Interview

Guy Gur-Ari of Augment Code on GPT-5's careful tool use and automating the software development lifecycle

Aug 7, 2025 with Harish Abbott

Key Points

  • GPT-5 excels at complex, large-scope development tasks through deliberate tool use and clarifying questions rather than immediate code execution, making it suited for background processing on enterprise codebases.
  • Augment Code is expanding beyond IDE-focused coding tools into full software development lifecycle automation, automating code reviews, incident response, and ticket assignment from production logs.
  • Current AI agents degrade significantly on projects exceeding tens of thousands of lines due to poor architectural decisions that compound over time, requiring close human supervision on design choices.
Guy Gur-Ari of Augment Code on GPT-5's careful tool use and automating the software development lifecycle

Summary

Guy Gur-Ari, co-founder and chief scientist of Augment Code, offers a measured but optimistic read on GPT-5's practical utility for enterprise software teams. After several weeks of internal trials, his assessment is that GPT-5 distinguishes itself through deliberate, high-volume tool use — making extensive calls before touching code and proactively asking clarifying questions. That behavior makes it best suited for complex, large-scope tasks rather than quick iterations, with users expected to run it in the background and return for results.

Augment Code's core product targets large engineering teams working on large codebases, handling question answering, refactoring, migrations, and agentic development with deep codebase context built in. Gur-Ari says the company develops its own tool integrations rather than relying on model vendors, and has worked directly with OpenAI to optimize prompting around those tools. His one near-term capability request is better native screenshot support, which he frames as the front-end equivalent of automated test execution — a feedback loop that allows agents to iterate to working UI code the same way back-end agents iterate to passing tests.

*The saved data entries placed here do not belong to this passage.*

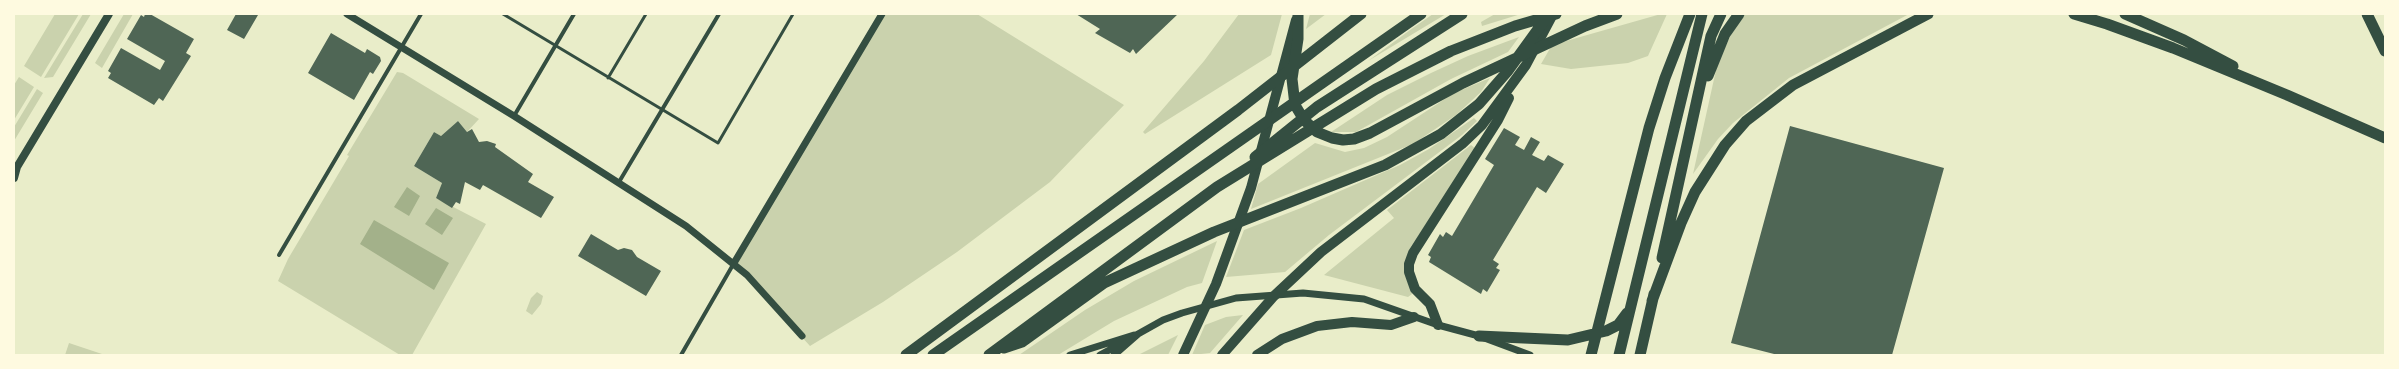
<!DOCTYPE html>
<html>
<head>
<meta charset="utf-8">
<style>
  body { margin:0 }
  #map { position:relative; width:2399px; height:369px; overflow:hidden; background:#e9edc9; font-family:Cabin,sans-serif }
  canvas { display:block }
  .frame { position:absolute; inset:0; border:15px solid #fefae0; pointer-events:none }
</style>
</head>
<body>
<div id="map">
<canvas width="2399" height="369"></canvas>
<div class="frame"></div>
</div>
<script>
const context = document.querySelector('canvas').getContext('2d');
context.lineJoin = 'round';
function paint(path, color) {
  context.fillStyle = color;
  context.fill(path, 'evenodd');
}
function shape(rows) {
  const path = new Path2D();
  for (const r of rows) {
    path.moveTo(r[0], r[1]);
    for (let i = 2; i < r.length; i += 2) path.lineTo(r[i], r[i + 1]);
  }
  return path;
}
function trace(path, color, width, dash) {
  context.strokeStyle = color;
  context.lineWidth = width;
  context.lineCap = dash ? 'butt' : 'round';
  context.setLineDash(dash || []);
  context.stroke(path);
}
paint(shape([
  [55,14,79,14,41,77,24,66],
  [83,14,91,14,53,77,44,78],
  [124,14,133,14,102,68,95,63],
  [882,14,977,14,1124,105,1050,182,957,252,883,302,810,346,734,263],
  [1239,14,1282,14,1271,55,1145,134,1143,132,1204,61],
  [1310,14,1326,14,1306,29],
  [1433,14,1446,14,1368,61,1410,30],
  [1495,14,1521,14,1482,26,1481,22],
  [1661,14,1667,14,1648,56,1628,63,1571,69,1541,64,1552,45],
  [1745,14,1909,14,1789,78,1733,123,1718,139,1693,174,1718,61,1732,33],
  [1519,37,1508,52,1451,79,1356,132,1331,132,1387,95,1431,73,1468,56],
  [397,72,403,73,479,119,467,132,458,121,441,136,434,132,414,166,442,183,436,198,486,224,412,355,400,355,278,281,288,259,349,156,347,155],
  [19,77,34,87,14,120,14,85],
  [1490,78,1481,92,1456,115,1413,144,1251,209,1258,184,1315,143,1345,152,1364,148,1387,137,1454,93],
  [37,89,43,93,14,141,14,127],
  [1474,118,1477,121,1462,135,1329,235,1285,272,1226,277,1244,230,1301,208,1400,165,1429,149],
  [1471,145,1476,149,1410,248,1406,265,1412,294,1408,297,1324,275,1394,218,1387,210],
  [1217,241,1202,283,1187,287,1114,321,1058,355,1019,355,1085,310,1134,281],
  [537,292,543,296,541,304,532,315,526,311,531,298],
  [1243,315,1210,353,1192,355,1205,325,1226,317],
  [1178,335,1168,355,1138,355],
  [69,343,105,355,65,355]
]), '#cad2ad');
paint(shape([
  [407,187,420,196,409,216,394,207],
  [436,208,453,218,442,235,425,224],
  [374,220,449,263,434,290,360,244]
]), '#a3b18a');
paint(shape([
  [145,14,150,14,194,39,186,53,191,56,186,64,163,101,159,98,154,105,108,78,111,73,108,71,121,48,160,70,165,61,127,39,141,15,144,17],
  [236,14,258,15,244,39,227,30],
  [1076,14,1178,14,1136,54,1133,49,1130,53,1095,33,1100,29],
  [331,33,365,53,367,49,380,57,381,61,373,74,370,72,354,100,308,73],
  [458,121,467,132,472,129,479,142,487,141,496,144,495,147,533,174,528,182,554,197,541,218,483,185,480,190,465,182,460,204,456,202,452,208,436,198,442,183,414,166,434,132,441,136],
  [1790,126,1944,168,1892,355,1778,355,1731,343],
  [1504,128,1520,137,1515,145,1524,150,1531,137,1540,142,1532,155,1544,161,1548,155,1564,164,1546,193,1537,187,1493,260,1499,264,1496,268,1500,270,1487,292,1483,289,1481,294,1429,262,1431,257,1428,255,1440,234,1443,237,1446,232,1452,236,1494,165,1485,159],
  [591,234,618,250,624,248,632,250,637,257,661,271,646,296,578,256]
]), '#4f6655');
trace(shape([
  [503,14,718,143,793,14],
  [608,78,646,14]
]), '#344e41', 3);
trace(shape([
  [514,116,574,14],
  [619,182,719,14],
  [279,255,421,14],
  [681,355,734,263]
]), '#344e41', 4);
trace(shape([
  [347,14,514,116,686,226,747,275,802,336],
  [734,263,882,14],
  [1070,355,1134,335],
  [1100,355,1124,342],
  [1114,355,1138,334,1163,320,1182,313,1236,298,1303,293,1364,299,1438,325,1479,336,1530,355]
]), '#344e41', 7);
trace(shape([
  [14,178,17,167,109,14]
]), '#344e41', 8);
trace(shape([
  [1438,325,1430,304,1415,289,1409,272,1409,264,1413,253,1498,120,1509,98],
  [1183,355,1216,284,1251,188,1296,20],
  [1222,355,1274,296,1321,252,1462,144,1482,125,1526,65,1551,18],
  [1257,355,1282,339,1317,326,1352,322,1391,325,1414,317]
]), '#344e41', 10);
trace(shape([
  [1298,14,1298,39,1292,79,1295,105,1304,120,1317,132,1332,138,1343,140,1354,139,1370,133,1463,83,1585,26,1617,14],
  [2074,14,2107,24,2173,48,2287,95,2385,138],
  [2125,14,2184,40,2233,66],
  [2367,14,2385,51],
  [1708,76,1725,34,1739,14],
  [1255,157,1317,107,1462,14],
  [1662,258,1711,36,1721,14],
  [1652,301,1681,223,1695,192,1725,145,1746,121,1793,85,1928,14],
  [1479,336,1568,340,1606,331,1618,325,1627,313],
  [1004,348,1022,342,1104,283,1214,232,1385,165,1441,134,1479,104,1507,72,1549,14],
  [906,355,1238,110,1361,14],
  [933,355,1421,14],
  [989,355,1217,187,1376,89,1451,51,1515,26,1556,14],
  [1591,355,1649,128,1665,78,1690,14],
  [1619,355,1702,14],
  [1640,355,1654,294]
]), '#344e41', 11);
</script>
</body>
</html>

Automating the Software Development Lifecycle

The more consequential signal from Augment Code is what Gur-Ari describes as the early stages of software development lifecycle automation. The company's CLI tool exposes its context engine and agent outside the IDE, and developers are beginning to use it to automate code reviews, incident response, production log analysis, and automatic ticket assignment from error logs. That represents a meaningful expansion beyond the IDE-centric "inner loop" that has defined most AI coding tool development to date.

On productivity, Gur-Ari cites senior developers running multiple agents in parallel as capable of achieving 10x or greater output gains. That figure aligns with claims circulating broadly across the AI coding sector, though Augment Code's emphasis on large-team, large-codebase context differentiation is the stated mechanism for sustaining those gains at scale.

Where Agents Still Break Down

Gur-Ari's most concrete cautionary note concerns architecture and design decisions. Fully autonomous "vibe coding" produces working code in early stages but degrades significantly once projects reach the low tens of thousands of lines, as poor structural decisions compound and slow development. He argues that all current agents require close human supervision over architectural choices, and frames this as the highest-stakes remaining gap — one that could take at least a year to close. Cybersecurity applications, specifically creative offensive security work like white-hat penetration testing, are flagged separately as another area where current model capabilities fall short.